I'm commenting on Bill 212 (Reducing Gridlock, Saving You Time Act, 2024) to voice my strong opposition to the bill for reasons I'm outlining below.

- My main concern with this bill involves the reduction of bike lanes on major downtown Toronto arteries, including Bloor St, University Ave, and Yonge St. To be clear: these are all busy streets, but they carry traffic of all sorts. All of them are shared between cars, buses, cyclists (including commuters and delivery workers), and pedestrians. Bike lanes were added to these arteries as not just a convenience feature, but as a critical part of safety infrastructure for all road users. While Ontario does allow cyclists to take the lane if they feel it's the safest option, this is usually an unsafe option since many drivers are unaware of this and will endanger cyclists out of spite. I've personally been run off the road this way, taking a protected left where there was (at the time) no bike lane in Ottawa, before I moved to Toronto. Giving cyclists a segregated right-of-way is safer for them, and keeps drivers intuitively informed of when they should be more careful — and it comes with the convenient upside of not getting stuck behind slower cyclists using a car lane, or risking a dangerous pass to get in front of cyclists.

- Counterintuitively, there's a point at which adding car lanes reduces road throughput for any given road. One of the main causes of traffic slowdowns, bumper-to-bumper and sideswipe accidents, gridlock, and driver frustration is merging across multiple lanes in a short distance; speaking as someone who does have to drive through downtown Toronto traffic, with wide roads in a downtown core, this is certainly something drivers feel. Reducing lanes means less merging, clearer options for drivers, and likely less time spent stuck in traffic.
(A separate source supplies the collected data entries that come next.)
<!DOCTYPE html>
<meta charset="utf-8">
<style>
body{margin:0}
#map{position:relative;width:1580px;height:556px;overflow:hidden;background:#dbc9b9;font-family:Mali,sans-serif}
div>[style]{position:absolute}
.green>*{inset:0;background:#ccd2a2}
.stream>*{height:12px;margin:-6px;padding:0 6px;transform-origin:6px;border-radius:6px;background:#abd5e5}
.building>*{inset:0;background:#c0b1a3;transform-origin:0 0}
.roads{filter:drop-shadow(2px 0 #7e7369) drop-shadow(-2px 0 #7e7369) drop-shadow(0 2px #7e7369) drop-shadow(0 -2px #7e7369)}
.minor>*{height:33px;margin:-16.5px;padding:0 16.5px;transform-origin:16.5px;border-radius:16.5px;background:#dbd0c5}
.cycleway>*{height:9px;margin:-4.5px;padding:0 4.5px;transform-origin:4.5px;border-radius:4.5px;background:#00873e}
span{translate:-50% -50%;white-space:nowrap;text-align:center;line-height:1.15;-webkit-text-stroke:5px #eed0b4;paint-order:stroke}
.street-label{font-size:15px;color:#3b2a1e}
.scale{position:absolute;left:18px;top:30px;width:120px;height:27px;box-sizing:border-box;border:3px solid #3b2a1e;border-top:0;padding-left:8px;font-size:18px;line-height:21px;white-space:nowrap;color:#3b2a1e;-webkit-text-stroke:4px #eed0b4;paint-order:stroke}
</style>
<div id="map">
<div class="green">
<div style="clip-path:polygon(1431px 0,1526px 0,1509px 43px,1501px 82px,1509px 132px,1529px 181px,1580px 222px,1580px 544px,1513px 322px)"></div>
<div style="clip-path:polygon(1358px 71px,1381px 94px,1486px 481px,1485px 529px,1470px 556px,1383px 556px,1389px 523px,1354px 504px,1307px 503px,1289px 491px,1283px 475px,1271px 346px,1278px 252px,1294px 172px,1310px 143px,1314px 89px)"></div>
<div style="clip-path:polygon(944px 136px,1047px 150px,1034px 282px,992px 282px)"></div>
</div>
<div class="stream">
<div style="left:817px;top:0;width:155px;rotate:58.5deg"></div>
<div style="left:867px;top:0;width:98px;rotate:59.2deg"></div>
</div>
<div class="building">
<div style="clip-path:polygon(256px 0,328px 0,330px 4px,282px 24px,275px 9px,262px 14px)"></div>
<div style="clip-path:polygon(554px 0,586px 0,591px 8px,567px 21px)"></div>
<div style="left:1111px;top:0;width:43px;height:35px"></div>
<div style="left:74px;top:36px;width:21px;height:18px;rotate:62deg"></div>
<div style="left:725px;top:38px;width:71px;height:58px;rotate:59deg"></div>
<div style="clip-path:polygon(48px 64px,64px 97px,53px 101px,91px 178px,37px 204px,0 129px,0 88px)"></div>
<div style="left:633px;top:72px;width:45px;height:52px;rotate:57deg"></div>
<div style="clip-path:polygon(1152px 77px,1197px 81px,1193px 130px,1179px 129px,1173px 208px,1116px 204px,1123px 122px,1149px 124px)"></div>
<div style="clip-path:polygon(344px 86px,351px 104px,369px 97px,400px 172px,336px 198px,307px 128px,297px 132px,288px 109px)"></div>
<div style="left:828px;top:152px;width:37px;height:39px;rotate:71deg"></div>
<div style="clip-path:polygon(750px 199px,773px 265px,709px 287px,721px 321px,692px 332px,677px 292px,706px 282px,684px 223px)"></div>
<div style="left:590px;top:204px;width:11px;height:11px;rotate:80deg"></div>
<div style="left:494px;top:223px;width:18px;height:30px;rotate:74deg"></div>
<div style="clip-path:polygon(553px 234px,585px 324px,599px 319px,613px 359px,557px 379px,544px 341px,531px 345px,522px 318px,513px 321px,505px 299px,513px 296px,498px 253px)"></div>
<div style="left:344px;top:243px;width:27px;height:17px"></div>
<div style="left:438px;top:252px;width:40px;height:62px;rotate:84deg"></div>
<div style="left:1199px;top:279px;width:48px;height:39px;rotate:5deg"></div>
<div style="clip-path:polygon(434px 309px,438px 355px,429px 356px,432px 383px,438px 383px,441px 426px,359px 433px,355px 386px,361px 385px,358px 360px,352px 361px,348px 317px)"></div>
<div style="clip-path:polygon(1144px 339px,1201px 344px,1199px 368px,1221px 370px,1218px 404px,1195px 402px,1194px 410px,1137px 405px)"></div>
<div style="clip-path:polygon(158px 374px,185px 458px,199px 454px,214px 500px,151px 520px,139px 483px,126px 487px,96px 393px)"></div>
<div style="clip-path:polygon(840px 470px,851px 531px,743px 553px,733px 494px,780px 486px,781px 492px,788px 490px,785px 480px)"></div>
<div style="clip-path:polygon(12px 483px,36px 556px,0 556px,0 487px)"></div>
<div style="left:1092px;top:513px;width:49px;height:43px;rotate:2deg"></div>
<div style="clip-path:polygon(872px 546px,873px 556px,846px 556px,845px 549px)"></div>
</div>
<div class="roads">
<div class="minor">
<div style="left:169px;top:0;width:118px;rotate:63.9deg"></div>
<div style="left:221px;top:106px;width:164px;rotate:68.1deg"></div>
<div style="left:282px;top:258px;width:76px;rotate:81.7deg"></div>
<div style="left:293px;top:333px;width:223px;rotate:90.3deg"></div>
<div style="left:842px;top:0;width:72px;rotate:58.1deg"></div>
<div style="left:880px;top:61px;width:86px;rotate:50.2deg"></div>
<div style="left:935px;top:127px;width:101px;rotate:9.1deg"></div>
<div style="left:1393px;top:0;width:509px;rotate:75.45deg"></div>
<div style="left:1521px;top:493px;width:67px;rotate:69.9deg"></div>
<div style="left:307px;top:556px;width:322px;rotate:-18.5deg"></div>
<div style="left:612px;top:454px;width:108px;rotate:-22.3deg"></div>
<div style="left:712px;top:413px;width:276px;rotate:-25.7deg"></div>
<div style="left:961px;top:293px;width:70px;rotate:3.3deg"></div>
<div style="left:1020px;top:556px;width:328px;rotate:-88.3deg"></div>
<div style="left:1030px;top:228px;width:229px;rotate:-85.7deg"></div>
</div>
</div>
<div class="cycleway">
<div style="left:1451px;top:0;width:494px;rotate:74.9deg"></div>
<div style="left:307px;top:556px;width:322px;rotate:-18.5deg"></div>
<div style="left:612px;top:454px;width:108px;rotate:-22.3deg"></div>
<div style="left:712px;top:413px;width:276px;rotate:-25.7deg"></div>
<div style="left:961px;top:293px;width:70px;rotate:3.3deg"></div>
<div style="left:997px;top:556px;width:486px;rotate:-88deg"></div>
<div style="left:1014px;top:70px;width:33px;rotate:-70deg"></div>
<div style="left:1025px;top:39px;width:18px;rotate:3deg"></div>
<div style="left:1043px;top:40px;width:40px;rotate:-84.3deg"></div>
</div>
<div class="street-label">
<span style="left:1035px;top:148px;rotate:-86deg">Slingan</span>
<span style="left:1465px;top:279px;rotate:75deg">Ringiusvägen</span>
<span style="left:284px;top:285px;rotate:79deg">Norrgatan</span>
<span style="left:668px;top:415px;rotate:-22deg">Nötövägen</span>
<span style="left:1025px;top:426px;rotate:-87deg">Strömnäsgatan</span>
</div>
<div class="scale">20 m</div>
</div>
- I'm concerned at the amount of due diligence done by the Province in the leadup to this decision. Rather than a study to determine whether the removal of segregated bike lanes will have the effect sought by this bill (motor vehicle traffic reduction, ostensibly), this bill feels like politicking; declaring an intent (bike lane removal), and then working backwards from it to justify a solution (claiming that removing bike lanes will reduce traffic). Because of this, the work which will be done as a result of this bill's passing is based on a much lower standard of evidence, so to speak, than the initial work to put the lanes in, which passed several stages of environmental and traffic review, with reports and public comment periods where commenters could give informed input because of those reports.

- Many of these lanes are quite new, with all three either being completed or substantially extended in just the past 2-3 years, meaning that many road users have just spent months living with the inconvenience of construction on major arteries; on its face, it's not reasonable to subject drivers, pedestrians, and cyclists to more slowdowns and detours just so these bike lanes can be removed.

- The removal of bike lanes, is, to my knowledge, not costed; in an economic climate where the current provincial Government is ostensibly trying to eke out any possible financial efficiency, any plan to remove bike lanes at the province's expense (as offered to the city of Toronto) should be transparently priced so that commenters can give input based on that figure, especially in the context of some of the other significant expenses the Province has chosen to take on (or not) lately.